Acknowledging Francisco’s recommendation, Carl Cadogan highlighted initiatives such as Quebec’s program of ‘guardian angels’ that was undertaken to provide asylum seekers working in the health-care related professions with eligibility to apply for permanent residency. He emphasized that those people doing jobs ‘under the table’ need to be recognized and there needs to be a way to give them a chance to become permanent residents. “There is a strong need to broaden pilot projects such as Quebec’s guardian angels to cut across the country to fast-track the process of acquiring permanent residency, as these people are supporting our communities and are critical to our communities’ well-being.”

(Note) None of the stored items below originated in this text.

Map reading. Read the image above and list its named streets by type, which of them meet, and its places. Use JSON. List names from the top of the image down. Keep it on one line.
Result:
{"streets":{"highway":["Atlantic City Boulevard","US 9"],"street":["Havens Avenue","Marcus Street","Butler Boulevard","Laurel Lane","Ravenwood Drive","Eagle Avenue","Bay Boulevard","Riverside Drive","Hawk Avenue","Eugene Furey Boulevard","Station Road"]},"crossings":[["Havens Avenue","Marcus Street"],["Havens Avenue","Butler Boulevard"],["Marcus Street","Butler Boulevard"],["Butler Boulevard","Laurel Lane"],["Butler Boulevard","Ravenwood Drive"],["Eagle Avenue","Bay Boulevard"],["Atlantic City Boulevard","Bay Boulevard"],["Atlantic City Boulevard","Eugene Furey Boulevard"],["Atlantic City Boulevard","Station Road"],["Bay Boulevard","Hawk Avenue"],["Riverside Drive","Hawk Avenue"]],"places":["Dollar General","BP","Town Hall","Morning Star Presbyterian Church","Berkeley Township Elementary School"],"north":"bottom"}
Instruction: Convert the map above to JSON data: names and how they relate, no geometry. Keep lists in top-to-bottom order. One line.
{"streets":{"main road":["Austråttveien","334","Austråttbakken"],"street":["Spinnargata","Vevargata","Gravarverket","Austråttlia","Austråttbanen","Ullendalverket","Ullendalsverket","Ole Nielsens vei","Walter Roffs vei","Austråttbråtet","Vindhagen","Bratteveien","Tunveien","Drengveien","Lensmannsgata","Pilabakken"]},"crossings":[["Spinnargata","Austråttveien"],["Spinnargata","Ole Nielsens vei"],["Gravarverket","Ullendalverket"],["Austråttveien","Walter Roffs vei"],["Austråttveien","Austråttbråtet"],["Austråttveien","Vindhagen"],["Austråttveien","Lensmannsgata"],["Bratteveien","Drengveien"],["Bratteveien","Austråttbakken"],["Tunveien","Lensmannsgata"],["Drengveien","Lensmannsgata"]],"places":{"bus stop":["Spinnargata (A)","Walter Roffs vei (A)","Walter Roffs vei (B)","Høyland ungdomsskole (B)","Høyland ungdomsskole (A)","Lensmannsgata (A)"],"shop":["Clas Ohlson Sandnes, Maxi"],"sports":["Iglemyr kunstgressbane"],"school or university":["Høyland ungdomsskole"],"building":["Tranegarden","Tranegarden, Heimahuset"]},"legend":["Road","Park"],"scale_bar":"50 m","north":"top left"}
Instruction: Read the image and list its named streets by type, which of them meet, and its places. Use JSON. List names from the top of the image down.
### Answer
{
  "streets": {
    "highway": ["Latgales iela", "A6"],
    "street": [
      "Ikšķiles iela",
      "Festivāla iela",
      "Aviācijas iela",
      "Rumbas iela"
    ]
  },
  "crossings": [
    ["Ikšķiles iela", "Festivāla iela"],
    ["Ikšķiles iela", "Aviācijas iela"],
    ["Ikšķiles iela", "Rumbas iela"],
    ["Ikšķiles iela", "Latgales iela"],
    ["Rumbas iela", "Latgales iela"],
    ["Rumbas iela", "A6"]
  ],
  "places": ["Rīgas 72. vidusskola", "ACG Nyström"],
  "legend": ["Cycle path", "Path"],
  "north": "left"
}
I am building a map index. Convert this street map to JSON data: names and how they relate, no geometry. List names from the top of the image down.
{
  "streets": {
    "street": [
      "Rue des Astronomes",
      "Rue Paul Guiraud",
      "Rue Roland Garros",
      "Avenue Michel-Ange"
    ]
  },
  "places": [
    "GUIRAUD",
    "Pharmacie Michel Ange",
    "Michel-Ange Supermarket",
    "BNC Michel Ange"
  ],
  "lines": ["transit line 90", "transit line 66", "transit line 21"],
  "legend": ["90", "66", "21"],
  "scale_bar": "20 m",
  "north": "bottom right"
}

Policy window opportunity to reset
“The pandemic has opened a policy window – we need to avoid the austerity agenda”, Professor Shields noted, calling for the need to move forward in progressive multiple policy ways. “It is time that we collectively focus on solutions driven by inclusivity and equality,” he said, “The Canadian labour market is in dire need of reforms that encourage skills development for all ends of the spectrum, and this can only be possible if we support and empower all individuals seeking opportunities including immigrants. We need contracts and laws that provide a certain level of confidence and security to people, not dependent on their background or social strata.”
His sentiments were re-echoed by Adwoa Buahene and Pedro Barata, with the latter highlighting the value proposition of immigrants and Canada as a country of immigrants. “We need to work together, in collaboration and in coalition to address the systemic challenges and barriers facing the immigration and refugee settlement sector,” Barata added.
Surranna Sandy concluded the engaging session with a call to continue to work together to alleviate the challenges faced by immigrants, refugees and non-status persons, to better equip the immigration and refugee settlement sector to become more resilient to external shocks through concerted efforts, to build capacity and better address the challenges of unemployment and underemployment of immigrants, as well as increased advocacy and outreach to drive an inclusive and equitable labour market agenda in Canada.
The next Spotlight Series is in honour of the Black History month and is slated on February 23rd from 11am to 12pm, focused on COVID-19 and Anti-Black Racism, a double-edged sword for Black Entrepreneurs.